### What to do
Among these entries, how many lines contain "white"? Say the number and nothing else.

<<<<

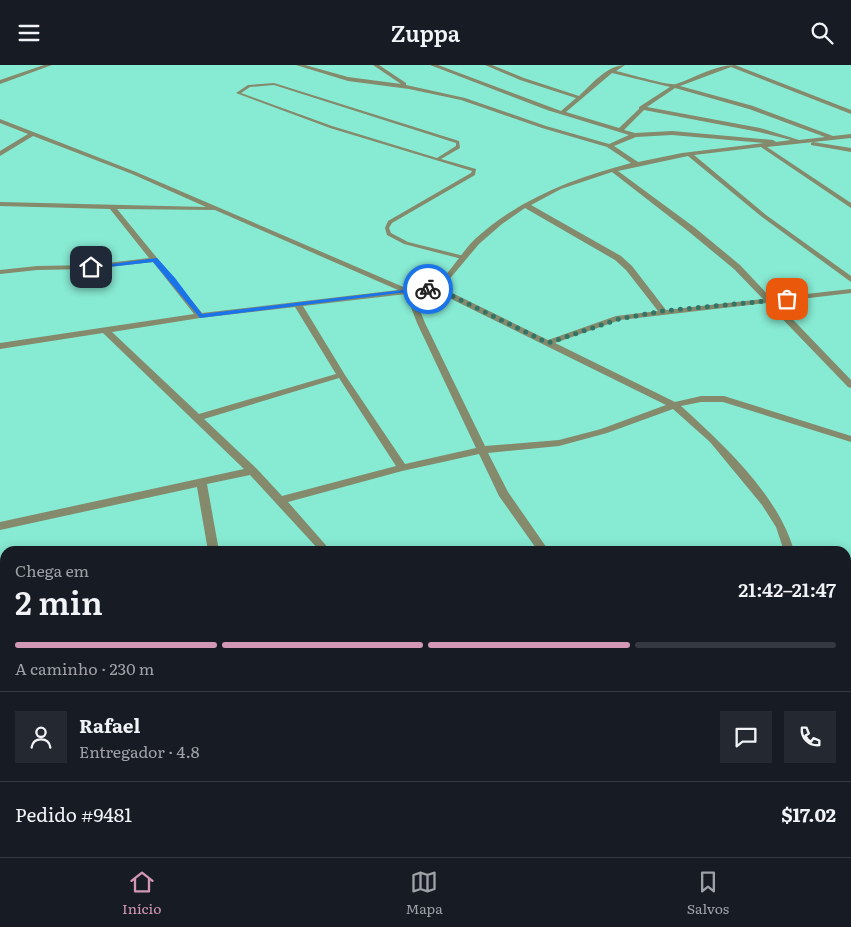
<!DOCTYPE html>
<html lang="pt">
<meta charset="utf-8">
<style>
:root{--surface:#171b24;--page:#242831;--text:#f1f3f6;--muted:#9ea1a6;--line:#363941;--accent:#d498b7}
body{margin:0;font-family:Literata,serif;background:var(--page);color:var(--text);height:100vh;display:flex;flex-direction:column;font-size:19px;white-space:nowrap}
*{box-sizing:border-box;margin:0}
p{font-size:16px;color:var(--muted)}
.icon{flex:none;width:28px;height:28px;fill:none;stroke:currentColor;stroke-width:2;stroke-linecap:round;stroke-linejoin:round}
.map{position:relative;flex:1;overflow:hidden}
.drawer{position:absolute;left:0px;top:481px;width:851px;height:311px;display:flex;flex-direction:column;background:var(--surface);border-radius:15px 15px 0 0;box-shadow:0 2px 12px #0003}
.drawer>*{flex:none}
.pin{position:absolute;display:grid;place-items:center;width:42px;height:42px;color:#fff;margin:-21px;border-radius:10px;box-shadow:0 2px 8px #0006}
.courier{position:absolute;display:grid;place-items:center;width:50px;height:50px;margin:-25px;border:4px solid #1a73e8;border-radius:50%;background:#fff;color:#222;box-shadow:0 1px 6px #0007}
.summary em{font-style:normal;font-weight:600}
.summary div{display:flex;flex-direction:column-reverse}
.summary{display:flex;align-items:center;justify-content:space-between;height:85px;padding:0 15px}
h1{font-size:32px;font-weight:600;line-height:38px}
.bar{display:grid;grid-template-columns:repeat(4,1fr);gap:8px 5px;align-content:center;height:60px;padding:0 15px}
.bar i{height:6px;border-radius:4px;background:var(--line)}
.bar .current{background:var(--accent)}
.bar p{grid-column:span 4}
.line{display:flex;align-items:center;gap:12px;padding:0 15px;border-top:1px solid var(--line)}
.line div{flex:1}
.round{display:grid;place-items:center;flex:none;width:52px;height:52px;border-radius:0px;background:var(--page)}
header{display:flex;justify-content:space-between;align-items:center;height:65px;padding:0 15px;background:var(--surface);font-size:22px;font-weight:600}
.tabs{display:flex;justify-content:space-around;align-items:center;height:70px;border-top:1px solid var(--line);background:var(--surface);font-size:14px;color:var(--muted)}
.tabs a{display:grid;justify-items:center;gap:2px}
.tabs .current{color:var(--accent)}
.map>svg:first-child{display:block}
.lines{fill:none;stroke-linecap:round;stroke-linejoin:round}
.service{fill:#848a6b;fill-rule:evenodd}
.minor{fill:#848a6b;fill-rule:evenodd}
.route{fill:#1a73e8}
.done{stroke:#347467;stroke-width:5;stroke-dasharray:0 9}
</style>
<header><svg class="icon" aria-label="menu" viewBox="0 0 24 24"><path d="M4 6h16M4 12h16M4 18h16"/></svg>Zuppa<svg class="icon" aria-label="search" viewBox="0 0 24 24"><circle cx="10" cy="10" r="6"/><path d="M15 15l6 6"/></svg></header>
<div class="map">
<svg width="851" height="792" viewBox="0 0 851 792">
<rect width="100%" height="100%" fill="#87ead3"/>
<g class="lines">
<path class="service" d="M274 18 459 76 460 83 441 94 476 104 475 110 392 158 389 163 391 168 408 177 464 191V193L462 194 404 179 387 170 385 163 388 156 471 108 472 106 330 63 236 28 248 20ZM274 20 456 78V81L437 93 332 61 241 28 250 22Z"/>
<g class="minor">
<path d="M44 0H52L0 19V15Z"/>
<path d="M296 0H305L348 12 401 19 373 0H379L406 18V20L465 33 546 61 609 79 629 70 547 45 430 0H438L561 46 576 33 520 15 485 0H492L524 13 579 31C591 20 607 0 625 0L616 6C626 8 669 21 676 19 695 13 714 0 735 0L851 45V49L731 2 680 21 753 41 833 71 851 69V73L767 82 851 138V143L761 82 694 90 766 150 851 211V217L762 152 688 91 618 106 694 162 740 200 771 233 851 224V228L776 237 851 315V323L848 322 767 238 620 255 555 278 675 337 701 331H724L851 371V377L723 337H701L681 341C723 379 779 431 794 486H784L776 462 762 440 710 377 673 344 607 368 559 381 488 388 508 427 549 486H538L499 431 479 389 402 406 288 437 331 486H320L250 410 207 419 219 486H208L197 422 0 465V457L244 404 103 268 0 284V278L194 249 153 197 91 204 37 205 0 209V205L37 201 91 200 149 193 110 144 0 141V137L206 142 132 109 33 71 0 91V86L28 69 0 58V54L136 107 408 224 434 221 438 218C452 205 461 188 475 174 520 133 575 113 631 98L607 82 542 63 461 35 409 24 348 16ZM612 8 670 22 639 42V44L619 63 566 47ZM675 23 749 44 825 72 799 75 760 63 647 42ZM644 45 759 67 791 75 776 77 773 75 672 66 635 68 624 65ZM672 70 765 78 682 88 638 97 614 81 636 72ZM612 107 688 166 734 204 763 234 666 245 632 201 621 191 531 140 561 124ZM525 143 615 195 626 205 658 246 616 251 548 275 442 223 479 179 502 159ZM117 144 215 145 398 225 202 248ZM435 226 666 340 601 364 559 375 485 381 425 258 413 228ZM406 229 417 258 476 383 405 399 345 310 303 241ZM295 242 336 309 199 349 112 267 200 253ZM339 313 396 401 282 431 257 404 204 354Z"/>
<path d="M813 77 851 83V87L811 80V78Z"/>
<path d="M0 593 5 596V628L0 626Z"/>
<rect x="218" y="788" width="14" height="4"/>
<path d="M603 788H621L622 792H604Z"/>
<path d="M647 788H666L665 792H646Z"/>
</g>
</g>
<path class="route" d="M157 193 175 213 202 249 428 222 431 224 200 253 153 197 91 204 88 202Z"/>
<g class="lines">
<path class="done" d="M428 224 436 223 548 278 619 254 663 246 787 234"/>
</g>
</svg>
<div class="pin" style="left:787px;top:234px;background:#ea580c"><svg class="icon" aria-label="bag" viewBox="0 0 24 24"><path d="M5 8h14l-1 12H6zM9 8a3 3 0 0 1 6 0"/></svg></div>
<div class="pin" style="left:91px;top:202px;background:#1f2937"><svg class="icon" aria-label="home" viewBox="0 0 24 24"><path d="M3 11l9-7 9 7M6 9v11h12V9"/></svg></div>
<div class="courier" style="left:428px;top:224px"><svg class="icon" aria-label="bike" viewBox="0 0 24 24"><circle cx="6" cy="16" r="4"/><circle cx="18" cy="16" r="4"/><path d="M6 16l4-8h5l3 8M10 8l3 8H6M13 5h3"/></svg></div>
<section class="drawer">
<div class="summary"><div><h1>2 min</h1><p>Chega em</p></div><em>21:42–21:47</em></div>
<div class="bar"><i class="current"></i><i class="current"></i><i class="current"></i><i></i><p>A caminho · 230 m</p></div>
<div class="line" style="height:90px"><a class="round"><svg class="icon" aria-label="person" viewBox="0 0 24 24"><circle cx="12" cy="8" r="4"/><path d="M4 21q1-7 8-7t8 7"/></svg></a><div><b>Rafael</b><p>Entregador · 4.8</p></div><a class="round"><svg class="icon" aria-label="chat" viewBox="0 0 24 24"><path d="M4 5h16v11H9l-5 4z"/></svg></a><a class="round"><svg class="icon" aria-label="phone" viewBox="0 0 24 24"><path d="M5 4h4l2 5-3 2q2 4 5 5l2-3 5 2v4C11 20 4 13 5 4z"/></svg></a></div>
<div class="line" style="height:65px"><div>Pedido #9481</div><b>$17.02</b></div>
</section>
</div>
<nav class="tabs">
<a class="current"><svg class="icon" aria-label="home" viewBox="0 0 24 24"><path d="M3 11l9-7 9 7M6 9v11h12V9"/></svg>Início</a>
<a><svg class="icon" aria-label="map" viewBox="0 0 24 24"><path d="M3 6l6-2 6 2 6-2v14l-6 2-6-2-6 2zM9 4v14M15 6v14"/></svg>Mapa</a>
<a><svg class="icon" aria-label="saved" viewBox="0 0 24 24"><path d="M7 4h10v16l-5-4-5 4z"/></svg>Salvos</a>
</nav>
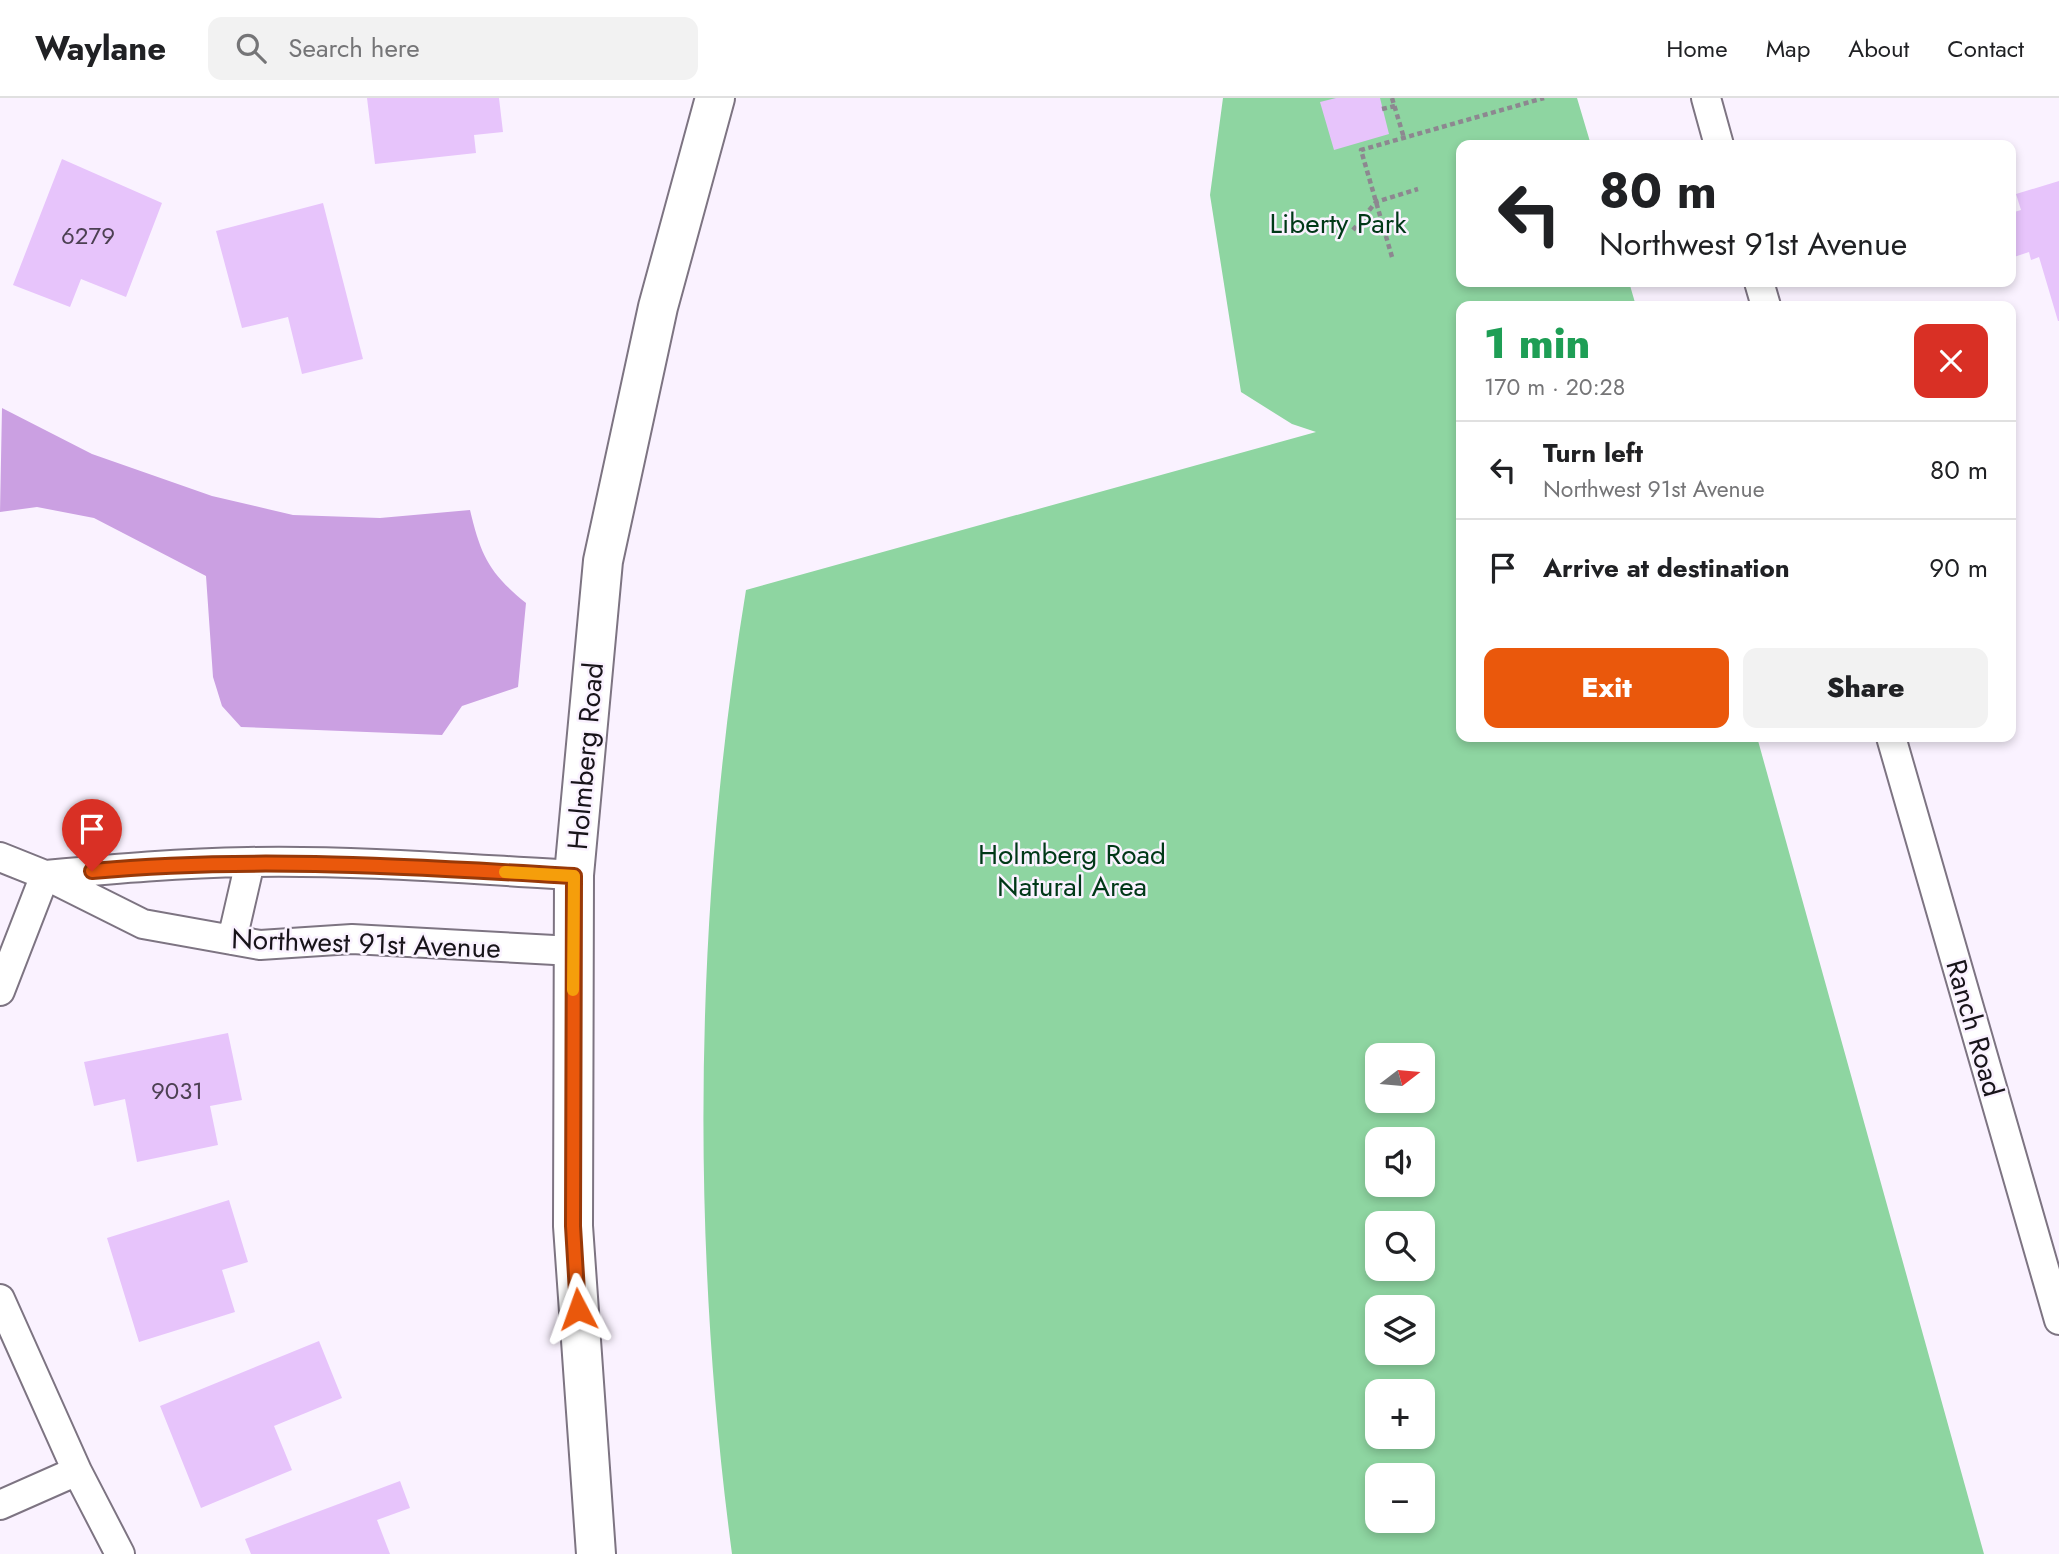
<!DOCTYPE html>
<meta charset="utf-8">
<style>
:root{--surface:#fff;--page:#f2f2f2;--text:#202124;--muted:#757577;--line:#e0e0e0;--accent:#ea580c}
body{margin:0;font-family:Jost,sans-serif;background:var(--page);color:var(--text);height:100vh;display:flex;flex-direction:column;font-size:26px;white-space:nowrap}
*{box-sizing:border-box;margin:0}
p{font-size:23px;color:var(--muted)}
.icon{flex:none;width:38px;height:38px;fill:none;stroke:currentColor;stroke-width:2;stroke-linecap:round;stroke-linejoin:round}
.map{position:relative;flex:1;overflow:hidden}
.details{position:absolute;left:1456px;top:203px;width:560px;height:441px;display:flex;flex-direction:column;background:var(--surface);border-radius:14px;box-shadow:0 4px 10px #0003}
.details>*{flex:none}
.banner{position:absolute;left:1456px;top:42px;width:560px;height:147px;border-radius:14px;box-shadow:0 4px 10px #0003;background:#fff;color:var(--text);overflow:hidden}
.needle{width:46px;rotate:74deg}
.fabs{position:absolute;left:1365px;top:945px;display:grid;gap:14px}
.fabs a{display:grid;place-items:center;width:70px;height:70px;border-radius:14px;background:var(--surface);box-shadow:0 4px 10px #0003;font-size:35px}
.pin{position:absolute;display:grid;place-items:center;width:60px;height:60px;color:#fff;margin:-72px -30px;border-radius:50% 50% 50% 0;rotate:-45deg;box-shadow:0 0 7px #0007}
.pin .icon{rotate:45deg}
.me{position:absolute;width:77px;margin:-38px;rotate:356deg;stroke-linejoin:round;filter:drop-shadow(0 0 5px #0008)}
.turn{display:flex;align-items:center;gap:24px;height:147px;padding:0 28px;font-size:32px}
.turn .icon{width:91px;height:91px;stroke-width:2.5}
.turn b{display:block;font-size:49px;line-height:60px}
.round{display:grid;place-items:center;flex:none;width:74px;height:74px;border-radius:14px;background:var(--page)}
.summary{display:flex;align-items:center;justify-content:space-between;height:119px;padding:0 28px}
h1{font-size:42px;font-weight:800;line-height:52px;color:#1e9e55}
.button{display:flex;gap:14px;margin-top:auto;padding:14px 28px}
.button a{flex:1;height:80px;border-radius:14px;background:var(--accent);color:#fff;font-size:28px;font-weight:800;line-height:80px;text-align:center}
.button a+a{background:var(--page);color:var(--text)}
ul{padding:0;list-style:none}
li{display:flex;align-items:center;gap:21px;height:98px;padding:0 28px;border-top:2px solid var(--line)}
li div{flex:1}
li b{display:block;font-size:26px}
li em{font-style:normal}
header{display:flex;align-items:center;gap:42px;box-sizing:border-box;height:98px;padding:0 35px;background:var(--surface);border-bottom:2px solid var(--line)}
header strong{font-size:33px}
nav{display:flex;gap:38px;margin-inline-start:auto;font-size:24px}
.search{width:490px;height:63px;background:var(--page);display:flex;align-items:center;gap:18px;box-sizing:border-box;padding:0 24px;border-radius:14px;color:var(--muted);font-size:26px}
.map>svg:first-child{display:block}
.green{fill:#8ed5a1;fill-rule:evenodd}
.water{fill:#cba0e2}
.building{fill:#e7c4fb}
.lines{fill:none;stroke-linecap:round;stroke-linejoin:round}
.street-casing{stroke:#7d7482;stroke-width:32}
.secondary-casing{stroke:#7d7482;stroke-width:42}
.path{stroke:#8d8790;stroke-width:4.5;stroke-dasharray:5 3.5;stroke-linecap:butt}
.street{stroke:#fff;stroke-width:28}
.secondary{stroke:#fff;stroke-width:38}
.route-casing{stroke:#983908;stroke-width:18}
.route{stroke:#ea580c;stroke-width:12}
.slow{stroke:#f59e0b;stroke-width:12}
.labels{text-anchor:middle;stroke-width:5;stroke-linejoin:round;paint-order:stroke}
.number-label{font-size:24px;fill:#4c4052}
.park-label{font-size:28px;fill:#003817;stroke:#faf2ff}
.street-label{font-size:28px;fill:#18141a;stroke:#faf2ff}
</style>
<header>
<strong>Waylane</strong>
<div class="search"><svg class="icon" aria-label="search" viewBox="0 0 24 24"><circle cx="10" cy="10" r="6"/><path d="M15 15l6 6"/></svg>Search here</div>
<nav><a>Home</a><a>Map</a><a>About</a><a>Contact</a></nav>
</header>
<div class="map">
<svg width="2059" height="1456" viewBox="0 0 2059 1456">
<rect width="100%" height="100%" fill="#faf2ff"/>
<path class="green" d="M1223,0H1577L1591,47H1461V184H1629L1636,208H1461V639H1757L1984,1456H732C690,1139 694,808 746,492L1316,334L1292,326L1241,294L1210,97ZM1377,957H1423V1003H1377ZM1377,1041H1423V1087H1377ZM1377,1125H1423V1171H1377ZM1377,1209H1423V1255H1377ZM1377,1293H1423V1339H1377ZM1377,1377H1423V1423H1377Z"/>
<path class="water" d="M2,310L92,356L212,398L293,417L380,420L470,412C481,458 489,475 526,505L518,589L462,608L442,637L241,629L222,608L213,579L206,478L94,420L37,409L0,414Z"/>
<path class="building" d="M367,0H499L503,34L474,37L476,55L375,66Z
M1336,0H1380L1389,36L1334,52L1320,4Z
M62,61L162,105L126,199L81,181L70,209L13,187Z
M2059,83V223H2058L2039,159L2031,162L2029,154L2011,160V115L2021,112L2016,96Z
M323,105L363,261L302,276L288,219L242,230L216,133Z
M228,935L242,1002L210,1008L218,1047L137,1064L125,1001L94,1008L84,964Z
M229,1102L248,1164L222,1172L235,1214L139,1244L107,1140Z
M319,1243L342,1300L274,1328L292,1372L201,1410L160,1308Z
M400,1383L410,1410L377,1422L390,1456H251L245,1441Z"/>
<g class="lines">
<g class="street-casing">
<path id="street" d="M1706,0L1719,47
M1759,184L1766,208
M1891,639L2059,1222
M0,759L45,777L143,826L260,847L352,841L573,853
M45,777C113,771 180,765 248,764C357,762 465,771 574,777
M232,842L250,764
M0,893L45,777
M0,1201L77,1373L120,1456
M0,1407L77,1373"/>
</g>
<g class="secondary-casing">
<path id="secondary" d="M596,1456L573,1128L574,777L603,463L658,209L715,0"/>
</g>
<path class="path" d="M1392,0L1404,40
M1382,11L1395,8
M1353,132L1376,104L1418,91
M1392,159L1361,52L1544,0"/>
<use href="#street" class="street"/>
<use href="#secondary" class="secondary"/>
</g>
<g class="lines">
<g class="route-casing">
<path id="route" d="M92,773C253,758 413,769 574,778L573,1128L578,1211"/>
</g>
<use href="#route" class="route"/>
<path class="slow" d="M505,774L574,778L573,892"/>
</g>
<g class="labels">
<g class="number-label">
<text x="88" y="146">6279</text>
<text x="177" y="1001">9031</text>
</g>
<g class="park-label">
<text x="1338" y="135">Liberty Park</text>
<text x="1072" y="766">Holmberg Road<tspan x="1072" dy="32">Natural Area</tspan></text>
</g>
<g class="street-label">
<text transform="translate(585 658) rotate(-85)" y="10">Holmberg Road</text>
<text transform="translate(366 845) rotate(2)" y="10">Northwest 91st Avenue</text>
<text transform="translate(1975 930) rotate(74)" y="10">Ranch Road</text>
</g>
</g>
</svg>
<div class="fabs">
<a><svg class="needle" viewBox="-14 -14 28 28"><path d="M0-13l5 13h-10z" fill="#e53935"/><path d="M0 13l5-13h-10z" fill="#757577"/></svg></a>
<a><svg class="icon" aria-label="sound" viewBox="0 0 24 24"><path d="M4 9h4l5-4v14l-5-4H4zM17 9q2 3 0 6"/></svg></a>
<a><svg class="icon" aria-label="search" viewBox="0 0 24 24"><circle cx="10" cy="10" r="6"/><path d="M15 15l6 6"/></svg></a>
<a><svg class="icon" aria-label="layers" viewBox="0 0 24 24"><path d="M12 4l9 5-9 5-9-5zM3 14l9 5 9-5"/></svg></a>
<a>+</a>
<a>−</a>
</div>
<div class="pin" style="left:92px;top:773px;background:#d93025"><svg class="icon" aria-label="arrive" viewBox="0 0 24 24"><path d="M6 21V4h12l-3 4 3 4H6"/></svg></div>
<svg class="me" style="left:578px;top:1211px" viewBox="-20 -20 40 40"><path d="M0-17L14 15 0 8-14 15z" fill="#ea580c" stroke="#fff" stroke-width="4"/></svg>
<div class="banner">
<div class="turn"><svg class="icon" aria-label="left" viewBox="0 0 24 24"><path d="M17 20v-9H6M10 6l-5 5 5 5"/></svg><div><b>80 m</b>Northwest 91st Avenue</div></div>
</div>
<section class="details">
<div class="summary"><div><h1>1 min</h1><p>170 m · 20:28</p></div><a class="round" style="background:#d93025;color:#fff"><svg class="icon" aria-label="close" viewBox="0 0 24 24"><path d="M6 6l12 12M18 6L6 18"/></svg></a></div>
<ul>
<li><svg class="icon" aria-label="left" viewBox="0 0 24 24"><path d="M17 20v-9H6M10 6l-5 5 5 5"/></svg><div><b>Turn left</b><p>Northwest 91st Avenue</p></div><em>80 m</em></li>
<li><svg class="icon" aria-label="arrive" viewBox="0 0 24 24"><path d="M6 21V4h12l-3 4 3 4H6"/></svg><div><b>Arrive at destination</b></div><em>90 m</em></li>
</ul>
<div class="button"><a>Exit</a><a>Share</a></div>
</section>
</div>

>>>>

### Expected output
2